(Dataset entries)
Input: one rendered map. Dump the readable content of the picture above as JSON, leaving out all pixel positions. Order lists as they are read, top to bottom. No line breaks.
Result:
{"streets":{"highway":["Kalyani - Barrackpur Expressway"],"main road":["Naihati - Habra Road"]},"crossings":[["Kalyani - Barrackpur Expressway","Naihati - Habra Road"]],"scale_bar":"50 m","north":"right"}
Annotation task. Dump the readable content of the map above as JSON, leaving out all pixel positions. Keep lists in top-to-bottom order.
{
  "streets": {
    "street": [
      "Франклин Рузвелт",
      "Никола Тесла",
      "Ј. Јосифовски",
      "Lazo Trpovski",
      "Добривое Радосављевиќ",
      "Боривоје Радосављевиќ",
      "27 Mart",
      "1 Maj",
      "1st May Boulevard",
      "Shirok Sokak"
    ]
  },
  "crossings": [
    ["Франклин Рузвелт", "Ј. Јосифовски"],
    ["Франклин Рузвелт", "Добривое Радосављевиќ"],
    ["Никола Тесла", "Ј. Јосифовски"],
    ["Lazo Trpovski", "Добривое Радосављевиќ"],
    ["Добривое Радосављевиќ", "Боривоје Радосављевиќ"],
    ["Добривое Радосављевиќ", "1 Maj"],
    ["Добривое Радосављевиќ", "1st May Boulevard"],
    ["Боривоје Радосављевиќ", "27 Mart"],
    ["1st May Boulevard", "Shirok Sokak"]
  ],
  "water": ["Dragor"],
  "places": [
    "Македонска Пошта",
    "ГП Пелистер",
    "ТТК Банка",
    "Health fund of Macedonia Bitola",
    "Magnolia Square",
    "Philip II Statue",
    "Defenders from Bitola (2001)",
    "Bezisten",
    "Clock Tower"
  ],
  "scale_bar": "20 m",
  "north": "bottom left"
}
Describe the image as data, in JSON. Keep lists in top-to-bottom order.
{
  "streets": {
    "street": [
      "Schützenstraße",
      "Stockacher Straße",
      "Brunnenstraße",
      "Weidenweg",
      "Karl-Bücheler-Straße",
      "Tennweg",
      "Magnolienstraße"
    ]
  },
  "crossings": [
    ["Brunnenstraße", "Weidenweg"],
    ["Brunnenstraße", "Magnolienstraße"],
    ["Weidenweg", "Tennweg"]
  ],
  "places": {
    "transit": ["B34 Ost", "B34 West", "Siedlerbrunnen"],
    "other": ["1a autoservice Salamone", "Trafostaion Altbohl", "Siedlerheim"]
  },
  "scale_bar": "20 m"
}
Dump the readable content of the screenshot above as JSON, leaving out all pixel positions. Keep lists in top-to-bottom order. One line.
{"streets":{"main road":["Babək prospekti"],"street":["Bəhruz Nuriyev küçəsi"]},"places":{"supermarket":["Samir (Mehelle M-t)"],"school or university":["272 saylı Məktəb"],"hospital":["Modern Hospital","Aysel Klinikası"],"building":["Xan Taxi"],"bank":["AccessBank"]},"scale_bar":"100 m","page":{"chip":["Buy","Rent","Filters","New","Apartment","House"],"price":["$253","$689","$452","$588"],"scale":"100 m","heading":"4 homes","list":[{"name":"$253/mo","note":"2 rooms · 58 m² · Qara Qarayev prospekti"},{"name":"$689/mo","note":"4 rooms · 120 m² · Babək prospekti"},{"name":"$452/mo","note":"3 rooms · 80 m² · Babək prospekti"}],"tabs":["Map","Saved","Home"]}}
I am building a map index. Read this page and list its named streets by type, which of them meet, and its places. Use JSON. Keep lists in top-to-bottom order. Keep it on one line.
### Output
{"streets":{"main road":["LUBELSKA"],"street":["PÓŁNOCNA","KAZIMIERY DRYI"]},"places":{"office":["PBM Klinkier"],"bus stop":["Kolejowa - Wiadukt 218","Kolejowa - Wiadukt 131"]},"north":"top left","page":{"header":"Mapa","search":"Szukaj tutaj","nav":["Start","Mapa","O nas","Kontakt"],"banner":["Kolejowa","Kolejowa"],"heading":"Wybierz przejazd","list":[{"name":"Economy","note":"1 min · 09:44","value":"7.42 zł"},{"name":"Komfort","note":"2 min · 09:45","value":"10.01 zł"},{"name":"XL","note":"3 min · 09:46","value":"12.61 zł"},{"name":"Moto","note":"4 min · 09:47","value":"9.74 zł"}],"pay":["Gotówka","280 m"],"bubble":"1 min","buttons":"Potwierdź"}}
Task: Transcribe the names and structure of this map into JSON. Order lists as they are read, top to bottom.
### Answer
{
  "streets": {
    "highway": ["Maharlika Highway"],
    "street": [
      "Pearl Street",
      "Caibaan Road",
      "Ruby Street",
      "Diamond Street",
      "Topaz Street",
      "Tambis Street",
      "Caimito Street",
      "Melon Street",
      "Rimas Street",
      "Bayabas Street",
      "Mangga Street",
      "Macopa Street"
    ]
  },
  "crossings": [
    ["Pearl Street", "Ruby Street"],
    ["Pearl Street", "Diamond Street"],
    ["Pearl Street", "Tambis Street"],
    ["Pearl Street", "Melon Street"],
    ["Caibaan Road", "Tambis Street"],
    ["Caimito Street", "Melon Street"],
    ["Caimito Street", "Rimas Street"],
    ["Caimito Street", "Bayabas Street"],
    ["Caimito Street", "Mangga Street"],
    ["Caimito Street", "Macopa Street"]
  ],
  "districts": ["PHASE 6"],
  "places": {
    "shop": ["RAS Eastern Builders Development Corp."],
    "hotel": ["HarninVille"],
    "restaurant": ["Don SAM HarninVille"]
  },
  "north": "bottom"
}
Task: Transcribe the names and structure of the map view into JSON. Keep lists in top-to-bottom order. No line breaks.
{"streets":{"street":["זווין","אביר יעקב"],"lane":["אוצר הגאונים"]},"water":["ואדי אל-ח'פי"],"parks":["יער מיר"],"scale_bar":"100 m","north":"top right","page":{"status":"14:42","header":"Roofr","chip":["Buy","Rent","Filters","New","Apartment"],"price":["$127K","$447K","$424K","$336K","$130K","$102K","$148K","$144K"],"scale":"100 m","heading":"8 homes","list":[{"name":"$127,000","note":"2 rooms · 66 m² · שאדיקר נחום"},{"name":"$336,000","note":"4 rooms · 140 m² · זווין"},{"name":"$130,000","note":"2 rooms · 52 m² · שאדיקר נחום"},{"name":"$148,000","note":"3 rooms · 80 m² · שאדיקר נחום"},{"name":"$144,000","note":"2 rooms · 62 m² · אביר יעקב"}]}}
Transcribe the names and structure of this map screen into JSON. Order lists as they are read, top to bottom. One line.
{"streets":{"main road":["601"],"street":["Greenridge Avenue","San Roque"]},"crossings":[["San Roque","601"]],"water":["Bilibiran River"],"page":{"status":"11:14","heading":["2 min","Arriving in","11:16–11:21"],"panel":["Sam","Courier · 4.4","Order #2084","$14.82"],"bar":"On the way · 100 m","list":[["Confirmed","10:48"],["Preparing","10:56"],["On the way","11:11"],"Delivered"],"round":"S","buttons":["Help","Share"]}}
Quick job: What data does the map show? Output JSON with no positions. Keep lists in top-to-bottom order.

» What to produce
Every entry above must appear again in the reply, exactly as it stands.

» Response
Input: one rendered map. Dump the readable content of the picture above as JSON, leaving out all pixel positions. Order lists as they are read, top to bottom. No line breaks.
Result:
{"streets":{"highway":["Kalyani - Barrackpur Expressway"],"main road":["Naihati - Habra Road"]},"crossings":[["Kalyani - Barrackpur Expressway","Naihati - Habra Road"]],"scale_bar":"50 m","north":"right"}
Annotation task. Dump the readable content of the map above as JSON, leaving out all pixel positions. Keep lists in top-to-bottom order.
{
  "streets": {
    "street": [
      "Франклин Рузвелт",
      "Никола Тесла",
      "Ј. Јосифовски",
      "Lazo Trpovski",
      "Добривое Радосављевиќ",
      "Боривоје Радосављевиќ",
      "27 Mart",
      "1 Maj",
      "1st May Boulevard",
      "Shirok Sokak"
    ]
  },
  "crossings": [
    ["Франклин Рузвелт", "Ј. Јосифовски"],
    ["Франклин Рузвелт", "Добривое Радосављевиќ"],
    ["Никола Тесла", "Ј. Јосифовски"],
    ["Lazo Trpovski", "Добривое Радосављевиќ"],
    ["Добривое Радосављевиќ", "Боривоје Радосављевиќ"],
    ["Добривое Радосављевиќ", "1 Maj"],
    ["Добривое Радосављевиќ", "1st May Boulevard"],
    ["Боривоје Радосављевиќ", "27 Mart"],
    ["1st May Boulevard", "Shirok Sokak"]
  ],
  "water": ["Dragor"],
  "places": [
    "Македонска Пошта",
    "ГП Пелистер",
    "ТТК Банка",
    "Health fund of Macedonia Bitola",
    "Magnolia Square",
    "Philip II Statue",
    "Defenders from Bitola (2001)",
    "Bezisten",
    "Clock Tower"
  ],
  "scale_bar": "20 m",
  "north": "bottom left"
}
Describe the image as data, in JSON. Keep lists in top-to-bottom order.
{
  "streets": {
    "street": [
      "Schützenstraße",
      "Stockacher Straße",
      "Brunnenstraße",
      "Weidenweg",
      "Karl-Bücheler-Straße",
      "Tennweg",
      "Magnolienstraße"
    ]
  },
  "crossings": [
    ["Brunnenstraße", "Weidenweg"],
    ["Brunnenstraße", "Magnolienstraße"],
    ["Weidenweg", "Tennweg"]
  ],
  "places": {
    "transit": ["B34 Ost", "B34 West", "Siedlerbrunnen"],
    "other": ["1a autoservice Salamone", "Trafostaion Altbohl", "Siedlerheim"]
  },
  "scale_bar": "20 m"
}
Dump the readable content of the screenshot above as JSON, leaving out all pixel positions. Keep lists in top-to-bottom order. One line.
{"streets":{"main road":["Babək prospekti"],"street":["Bəhruz Nuriyev küçəsi"]},"places":{"supermarket":["Samir (Mehelle M-t)"],"school or university":["272 saylı Məktəb"],"hospital":["Modern Hospital","Aysel Klinikası"],"building":["Xan Taxi"],"bank":["AccessBank"]},"scale_bar":"100 m","page":{"chip":["Buy","Rent","Filters","New","Apartment","House"],"price":["$253","$689","$452","$588"],"scale":"100 m","heading":"4 homes","list":[{"name":"$253/mo","note":"2 rooms · 58 m² · Qara Qarayev prospekti"},{"name":"$689/mo","note":"4 rooms · 120 m² · Babək prospekti"},{"name":"$452/mo","note":"3 rooms · 80 m² · Babək prospekti"}],"tabs":["Map","Saved","Home"]}}
I am building a map index. Read this page and list its named streets by type, which of them meet, and its places. Use JSON. Keep lists in top-to-bottom order. Keep it on one line.
### Output
{"streets":{"main road":["LUBELSKA"],"street":["PÓŁNOCNA","KAZIMIERY DRYI"]},"places":{"office":["PBM Klinkier"],"bus stop":["Kolejowa - Wiadukt 218","Kolejowa - Wiadukt 131"]},"north":"top left","page":{"header":"Mapa","search":"Szukaj tutaj","nav":["Start","Mapa","O nas","Kontakt"],"banner":["Kolejowa","Kolejowa"],"heading":"Wybierz przejazd","list":[{"name":"Economy","note":"1 min · 09:44","value":"7.42 zł"},{"name":"Komfort","note":"2 min · 09:45","value":"10.01 zł"},{"name":"XL","note":"3 min · 09:46","value":"12.61 zł"},{"name":"Moto","note":"4 min · 09:47","value":"9.74 zł"}],"pay":["Gotówka","280 m"],"bubble":"1 min","buttons":"Potwierdź"}}
Task: Transcribe the names and structure of this map into JSON. Order lists as they are read, top to bottom.
### Answer
{
  "streets": {
    "highway": ["Maharlika Highway"],
    "street": [
      "Pearl Street",
      "Caibaan Road",
      "Ruby Street",
      "Diamond Street",
      "Topaz Street",
      "Tambis Street",
      "Caimito Street",
      "Melon Street",
      "Rimas Street",
      "Bayabas Street",
      "Mangga Street",
      "Macopa Street"
    ]
  },
  "crossings": [
    ["Pearl Street", "Ruby Street"],
    ["Pearl Street", "Diamond Street"],
    ["Pearl Street", "Tambis Street"],
    ["Pearl Street", "Melon Street"],
    ["Caibaan Road", "Tambis Street"],
    ["Caimito Street", "Melon Street"],
    ["Caimito Street", "Rimas Street"],
    ["Caimito Street", "Bayabas Street"],
    ["Caimito Street", "Mangga Street"],
    ["Caimito Street", "Macopa Street"]
  ],
  "districts": ["PHASE 6"],
  "places": {
    "shop": ["RAS Eastern Builders Development Corp."],
    "hotel": ["HarninVille"],
    "restaurant": ["Don SAM HarninVille"]
  },
  "north": "bottom"
}
Task: Transcribe the names and structure of the map view into JSON. Keep lists in top-to-bottom order. No line breaks.
{"streets":{"street":["זווין","אביר יעקב"],"lane":["אוצר הגאונים"]},"water":["ואדי אל-ח'פי"],"parks":["יער מיר"],"scale_bar":"100 m","north":"top right","page":{"status":"14:42","header":"Roofr","chip":["Buy","Rent","Filters","New","Apartment"],"price":["$127K","$447K","$424K","$336K","$130K","$102K","$148K","$144K"],"scale":"100 m","heading":"8 homes","list":[{"name":"$127,000","note":"2 rooms · 66 m² · שאדיקר נחום"},{"name":"$336,000","note":"4 rooms · 140 m² · זווין"},{"name":"$130,000","note":"2 rooms · 52 m² · שאדיקר נחום"},{"name":"$148,000","note":"3 rooms · 80 m² · שאדיקר נחום"},{"name":"$144,000","note":"2 rooms · 62 m² · אביר יעקב"}]}}
Transcribe the names and structure of this map screen into JSON. Order lists as they are read, top to bottom. One line.
{"streets":{"main road":["601"],"street":["Greenridge Avenue","San Roque"]},"crossings":[["San Roque","601"]],"water":["Bilibiran River"],"page":{"status":"11:14","heading":["2 min","Arriving in","11:16–11:21"],"panel":["Sam","Courier · 4.4","Order #2084","$14.82"],"bar":"On the way · 100 m","list":[["Confirmed","10:48"],["Preparing","10:56"],["On the way","11:11"],"Delivered"],"round":"S","buttons":["Help","Share"]}}
Quick job: What data does the map show? Output JSON with no positions. Keep lists in top-to-bottom order.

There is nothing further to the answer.